Title: A Fast and Flexible Pipeline for Text Classification
Version: 0.3.1
Description: A high-level pipeline that simplifies text classification into three streamlined steps: preprocessing, model training, and standardized prediction. It unifies the interface for multiple algorithms (including 'glmnet', 'ranger', 'xgboost', and 'naivebayes') and memory-efficient sparse matrix vectorization methods (Bag-of-Words, Term Frequency, TF-IDF, and Binary). Users can go from raw text to a fully evaluated sentiment model, complete with ROC-optimized thresholds, in just a few function calls. The resulting model artifact automatically aligns the vocabulary of new datasets during the prediction phase, safely appending predicted classes and probability matrices directly to the user's original dataframe to preserve metadata.
License: MIT + file LICENSE
Encoding: UTF-8
RoxygenNote: 7.3.2
Imports: doParallel, foreach, glmnet, magrittr, Matrix, methods, naivebayes, pROC, quanteda, ranger, stopwords, stringr, textstem, xgboost
VignetteBuilder: knitr
Suggests: knitr, rmarkdown, spelling
Language: en-US
NeedsCompilation: no
Packaged: 2026-03-02 01:21:53 UTC; meala
Author: Alabhya Dahal [aut, cre]
Maintainer: Alabhya Dahal <alabhya.dahal@gmail.com>
Repository: CRAN
Date/Publication: 2026-03-02 03:20:03 UTC

Transform New Text into a Document-Feature Matrix

Description

This function takes a character vector of new documents and transforms it into a DFM that has the exact same features as a pre-fitted training DFM, ensuring consistency for prediction.

Usage

BOW_test(doc, fit)

Arguments

doc

A character vector of new documents to be processed.

fit

A fitted BoW object returned by BOW_train().

Value

A quanteda dfm aligned to the training features.

Examples

train_txt <- c("apple orange banana", "apple apple")
fit <- BOW_train(train_txt, weighting_scheme = "bow")
new_txt <- c("banana pear", "orange apple")
test_dfm <- BOW_test(new_txt, fit)
test_dfm

Train a Bag-of-Words Model

Description

Train a Bag-of-Words Model

Usage

BOW_train(doc, weighting_scheme = "bow", ngram_size = 1)

Arguments

doc

A character vector of documents to be processed.

weighting_scheme

A string specifying the weighting to apply. Defaults to "bag_of_words".

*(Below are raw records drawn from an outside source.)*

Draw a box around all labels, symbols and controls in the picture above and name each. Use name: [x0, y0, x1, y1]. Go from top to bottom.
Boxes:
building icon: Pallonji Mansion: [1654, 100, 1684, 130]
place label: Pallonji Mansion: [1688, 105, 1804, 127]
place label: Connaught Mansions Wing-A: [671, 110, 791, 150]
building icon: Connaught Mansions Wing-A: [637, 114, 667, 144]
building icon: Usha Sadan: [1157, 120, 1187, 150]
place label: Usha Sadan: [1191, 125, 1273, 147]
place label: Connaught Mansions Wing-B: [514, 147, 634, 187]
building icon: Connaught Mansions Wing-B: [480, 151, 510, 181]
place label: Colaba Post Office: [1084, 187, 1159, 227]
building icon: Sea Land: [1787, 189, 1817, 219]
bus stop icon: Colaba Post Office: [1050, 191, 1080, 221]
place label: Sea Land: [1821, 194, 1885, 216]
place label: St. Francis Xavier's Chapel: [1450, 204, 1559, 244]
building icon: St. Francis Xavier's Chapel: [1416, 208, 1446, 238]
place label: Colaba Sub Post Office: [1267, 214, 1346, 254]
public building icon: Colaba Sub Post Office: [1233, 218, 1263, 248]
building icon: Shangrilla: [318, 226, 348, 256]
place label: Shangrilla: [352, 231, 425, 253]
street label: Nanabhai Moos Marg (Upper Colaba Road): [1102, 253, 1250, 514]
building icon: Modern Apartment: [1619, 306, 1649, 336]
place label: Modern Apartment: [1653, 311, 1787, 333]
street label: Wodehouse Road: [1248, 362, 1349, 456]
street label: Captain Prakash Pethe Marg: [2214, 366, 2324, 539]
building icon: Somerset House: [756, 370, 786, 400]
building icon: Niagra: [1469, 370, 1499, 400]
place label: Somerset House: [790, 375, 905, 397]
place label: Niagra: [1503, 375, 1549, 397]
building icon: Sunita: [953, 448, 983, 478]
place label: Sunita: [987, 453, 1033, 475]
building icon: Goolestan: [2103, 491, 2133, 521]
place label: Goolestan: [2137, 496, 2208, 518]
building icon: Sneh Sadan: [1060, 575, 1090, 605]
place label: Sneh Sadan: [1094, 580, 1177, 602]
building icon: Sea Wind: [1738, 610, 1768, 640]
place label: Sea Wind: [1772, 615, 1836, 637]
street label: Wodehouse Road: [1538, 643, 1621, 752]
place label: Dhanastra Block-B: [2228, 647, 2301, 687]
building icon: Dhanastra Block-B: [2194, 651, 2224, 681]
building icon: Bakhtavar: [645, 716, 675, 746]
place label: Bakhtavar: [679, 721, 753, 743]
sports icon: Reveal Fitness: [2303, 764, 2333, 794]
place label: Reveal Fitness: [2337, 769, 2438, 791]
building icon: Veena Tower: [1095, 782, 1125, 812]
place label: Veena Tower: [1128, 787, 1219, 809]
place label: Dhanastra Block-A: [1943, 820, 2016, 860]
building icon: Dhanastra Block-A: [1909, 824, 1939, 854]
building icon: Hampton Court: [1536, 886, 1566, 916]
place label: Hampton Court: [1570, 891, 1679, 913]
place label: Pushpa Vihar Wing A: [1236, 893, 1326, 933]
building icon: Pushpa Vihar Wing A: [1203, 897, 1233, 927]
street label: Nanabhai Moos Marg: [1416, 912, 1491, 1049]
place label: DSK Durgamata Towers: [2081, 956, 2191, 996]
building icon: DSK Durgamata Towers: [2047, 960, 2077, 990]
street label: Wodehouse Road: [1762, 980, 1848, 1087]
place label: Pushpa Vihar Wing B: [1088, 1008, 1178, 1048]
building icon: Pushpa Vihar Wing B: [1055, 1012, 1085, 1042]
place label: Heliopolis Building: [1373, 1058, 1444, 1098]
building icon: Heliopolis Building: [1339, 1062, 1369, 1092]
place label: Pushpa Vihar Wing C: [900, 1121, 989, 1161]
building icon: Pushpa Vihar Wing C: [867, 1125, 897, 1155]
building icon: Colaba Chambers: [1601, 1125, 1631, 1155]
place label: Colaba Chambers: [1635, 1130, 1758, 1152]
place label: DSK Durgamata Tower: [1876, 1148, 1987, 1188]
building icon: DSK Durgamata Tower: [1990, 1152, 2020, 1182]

  • "bag_of_words" (Alias: "bow") - Standard count of words.

  • "term_frequency" (Alias: "tf") - Normalized counts (frequency relative to document length).

  • "tfidf" (Alias: "tf-idf") - Term Frequency-Inverse Document Frequency.

  • "binary" - Presence/Absence (1/0).

ngram_size

An integer specifying the maximum n-gram size. For example, 'ngram_size = 1' will create unigrams only; 'ngram_size = 2' will create unigrams and bigrams. Defaults to 1.

Value

An object of class "qs_bow_fit" containing:

#'

Examples

txt <- c("text one", "text two text")
fit <- BOW_train(txt, weighting_scheme = "bow")
fit$dfm_template


Calculate Classification Metrics

Description

A lightweight, dependency-free alternative to caret::confusionMatrix. Calculates accuracy, and for binary classification, adds precision, recall, and F1 score.

Usage

evaluate_metrics(predicted, actual)

Arguments

predicted

A factor vector of predicted classes.

actual

A factor vector of actual true classes.

Value

A list object containing the following metrics:

confusion_matrix

A base R 'table' object representing the cross-tabulation of predictions vs. actuals.

accuracy

Numeric. The overall accuracy of the model.

precision

Numeric. (Binary only) The Positive Predictive Value.

recall

Numeric. (Binary only) The True Positive Rate (Sensitivity).

specificity

Numeric. (Binary only) The True Negative Rate.

f1_score

Numeric. (Binary only) The harmonic mean of precision and recall.


Train a Regularized Logistic Regression Model using glmnet

Description

This function trains a logistic regression model using Lasso regularization via the glmnet package. It uses cross-validation to automatically find the optimal regularization strength (lambda).

Usage

logit_model(
  train_vectorized,
  Y,
  test_vectorized,
  parallel = FALSE,
  tune = FALSE
)

Arguments

train_vectorized

The training feature matrix (e.g., a 'dfm' from quanteda). This should be a sparse matrix.

Y

The response variable for the training set. Should be a factor for classification.

test_vectorized

The test feature matrix, which must have the same features as 'train_vectorized'.

parallel

Logical

tune

Logical

Value

A list containing two elements:

pred

A vector of class predictions for the test set.

probs

A matrix of predicted probabilities.

model

The final, trained 'cv.glmnet' model object.

best_lambda

The optimal lambda value found during cross-validation.

Examples

## Not run: 
# Create dummy vectorized training and test data
train_matrix <- matrix(runif(100), nrow = 10, ncol = 10)
test_matrix <- matrix(runif(50), nrow = 5, ncol = 10)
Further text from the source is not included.